_Task:_ The listing below needs to be copied in full, exactly.

####

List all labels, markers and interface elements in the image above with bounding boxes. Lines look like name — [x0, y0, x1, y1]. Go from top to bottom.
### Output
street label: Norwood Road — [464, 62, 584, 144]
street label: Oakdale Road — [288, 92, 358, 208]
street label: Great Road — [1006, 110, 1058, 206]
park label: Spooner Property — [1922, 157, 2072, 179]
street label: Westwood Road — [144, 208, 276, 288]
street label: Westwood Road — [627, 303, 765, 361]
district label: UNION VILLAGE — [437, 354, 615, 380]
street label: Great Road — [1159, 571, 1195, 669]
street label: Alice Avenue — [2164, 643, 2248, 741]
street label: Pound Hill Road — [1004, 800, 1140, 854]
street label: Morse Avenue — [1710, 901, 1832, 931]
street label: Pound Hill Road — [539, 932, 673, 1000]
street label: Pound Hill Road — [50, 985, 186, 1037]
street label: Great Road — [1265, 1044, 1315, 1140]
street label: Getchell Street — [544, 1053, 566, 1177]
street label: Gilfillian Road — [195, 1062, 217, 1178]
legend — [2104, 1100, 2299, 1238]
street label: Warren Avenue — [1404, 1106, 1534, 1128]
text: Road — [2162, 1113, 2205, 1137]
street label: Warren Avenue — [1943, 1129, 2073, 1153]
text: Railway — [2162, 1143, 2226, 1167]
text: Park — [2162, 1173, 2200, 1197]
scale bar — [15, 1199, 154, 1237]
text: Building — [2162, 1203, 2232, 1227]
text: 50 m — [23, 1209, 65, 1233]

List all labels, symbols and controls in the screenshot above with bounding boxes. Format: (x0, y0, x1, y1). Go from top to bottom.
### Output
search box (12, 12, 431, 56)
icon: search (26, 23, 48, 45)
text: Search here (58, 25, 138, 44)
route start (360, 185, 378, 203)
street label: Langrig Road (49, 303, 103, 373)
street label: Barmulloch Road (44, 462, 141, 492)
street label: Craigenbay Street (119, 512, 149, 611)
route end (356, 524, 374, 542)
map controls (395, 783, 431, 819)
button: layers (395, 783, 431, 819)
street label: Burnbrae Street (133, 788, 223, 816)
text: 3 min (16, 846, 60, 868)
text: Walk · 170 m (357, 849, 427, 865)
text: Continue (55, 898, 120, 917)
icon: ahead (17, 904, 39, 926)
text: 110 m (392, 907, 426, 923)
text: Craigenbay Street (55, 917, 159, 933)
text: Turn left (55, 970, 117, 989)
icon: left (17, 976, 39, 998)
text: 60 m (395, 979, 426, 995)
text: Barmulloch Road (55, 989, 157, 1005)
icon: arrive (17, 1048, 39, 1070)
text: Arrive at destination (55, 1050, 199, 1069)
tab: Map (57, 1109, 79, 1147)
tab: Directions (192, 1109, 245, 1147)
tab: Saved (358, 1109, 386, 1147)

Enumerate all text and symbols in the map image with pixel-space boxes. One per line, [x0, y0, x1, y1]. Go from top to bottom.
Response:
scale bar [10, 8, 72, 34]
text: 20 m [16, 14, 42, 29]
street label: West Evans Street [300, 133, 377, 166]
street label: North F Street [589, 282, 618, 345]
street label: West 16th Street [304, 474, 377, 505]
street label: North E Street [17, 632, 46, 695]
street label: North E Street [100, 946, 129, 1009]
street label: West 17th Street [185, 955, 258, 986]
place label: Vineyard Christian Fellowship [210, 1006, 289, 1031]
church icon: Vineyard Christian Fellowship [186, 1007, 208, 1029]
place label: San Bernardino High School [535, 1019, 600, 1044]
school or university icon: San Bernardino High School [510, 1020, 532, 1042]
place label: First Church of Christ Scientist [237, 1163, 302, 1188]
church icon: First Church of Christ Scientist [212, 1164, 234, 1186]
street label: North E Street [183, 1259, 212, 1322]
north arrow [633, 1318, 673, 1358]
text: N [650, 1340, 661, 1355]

####

_Result for this task:_
List all labels, markers and interface elements in the image above with bounding boxes. Lines look like name — [x0, y0, x1, y1]. Go from top to bottom.
### Output
street label: Norwood Road — [464, 62, 584, 144]
street label: Oakdale Road — [288, 92, 358, 208]
street label: Great Road — [1006, 110, 1058, 206]
park label: Spooner Property — [1922, 157, 2072, 179]
street label: Westwood Road — [144, 208, 276, 288]
street label: Westwood Road — [627, 303, 765, 361]
district label: UNION VILLAGE — [437, 354, 615, 380]
street label: Great Road — [1159, 571, 1195, 669]
street label: Alice Avenue — [2164, 643, 2248, 741]
street label: Pound Hill Road — [1004, 800, 1140, 854]
street label: Morse Avenue — [1710, 901, 1832, 931]
street label: Pound Hill Road — [539, 932, 673, 1000]
street label: Pound Hill Road — [50, 985, 186, 1037]
street label: Great Road — [1265, 1044, 1315, 1140]
street label: Getchell Street — [544, 1053, 566, 1177]
street label: Gilfillian Road — [195, 1062, 217, 1178]
legend — [2104, 1100, 2299, 1238]
street label: Warren Avenue — [1404, 1106, 1534, 1128]
text: Road — [2162, 1113, 2205, 1137]
street label: Warren Avenue — [1943, 1129, 2073, 1153]
text: Railway — [2162, 1143, 2226, 1167]
text: Park — [2162, 1173, 2200, 1197]
scale bar — [15, 1199, 154, 1237]
text: Building — [2162, 1203, 2232, 1227]
text: 50 m — [23, 1209, 65, 1233]

List all labels, symbols and controls in the screenshot above with bounding boxes. Format: (x0, y0, x1, y1). Go from top to bottom.
### Output
search box (12, 12, 431, 56)
icon: search (26, 23, 48, 45)
text: Search here (58, 25, 138, 44)
route start (360, 185, 378, 203)
street label: Langrig Road (49, 303, 103, 373)
street label: Barmulloch Road (44, 462, 141, 492)
street label: Craigenbay Street (119, 512, 149, 611)
route end (356, 524, 374, 542)
map controls (395, 783, 431, 819)
button: layers (395, 783, 431, 819)
street label: Burnbrae Street (133, 788, 223, 816)
text: 3 min (16, 846, 60, 868)
text: Walk · 170 m (357, 849, 427, 865)
text: Continue (55, 898, 120, 917)
icon: ahead (17, 904, 39, 926)
text: 110 m (392, 907, 426, 923)
text: Craigenbay Street (55, 917, 159, 933)
text: Turn left (55, 970, 117, 989)
icon: left (17, 976, 39, 998)
text: 60 m (395, 979, 426, 995)
text: Barmulloch Road (55, 989, 157, 1005)
icon: arrive (17, 1048, 39, 1070)
text: Arrive at destination (55, 1050, 199, 1069)
tab: Map (57, 1109, 79, 1147)
tab: Directions (192, 1109, 245, 1147)
tab: Saved (358, 1109, 386, 1147)

Enumerate all text and symbols in the map image with pixel-space boxes. One per line, [x0, y0, x1, y1]. Go from top to bottom.
Response:
scale bar [10, 8, 72, 34]
text: 20 m [16, 14, 42, 29]
street label: West Evans Street [300, 133, 377, 166]
street label: North F Street [589, 282, 618, 345]
street label: West 16th Street [304, 474, 377, 505]
street label: North E Street [17, 632, 46, 695]
street label: North E Street [100, 946, 129, 1009]
street label: West 17th Street [185, 955, 258, 986]
place label: Vineyard Christian Fellowship [210, 1006, 289, 1031]
church icon: Vineyard Christian Fellowship [186, 1007, 208, 1029]
place label: San Bernardino High School [535, 1019, 600, 1044]
school or university icon: San Bernardino High School [510, 1020, 532, 1042]
place label: First Church of Christ Scientist [237, 1163, 302, 1188]
church icon: First Church of Christ Scientist [212, 1164, 234, 1186]
street label: North E Street [183, 1259, 212, 1322]
north arrow [633, 1318, 673, 1358]
text: N [650, 1340, 661, 1355]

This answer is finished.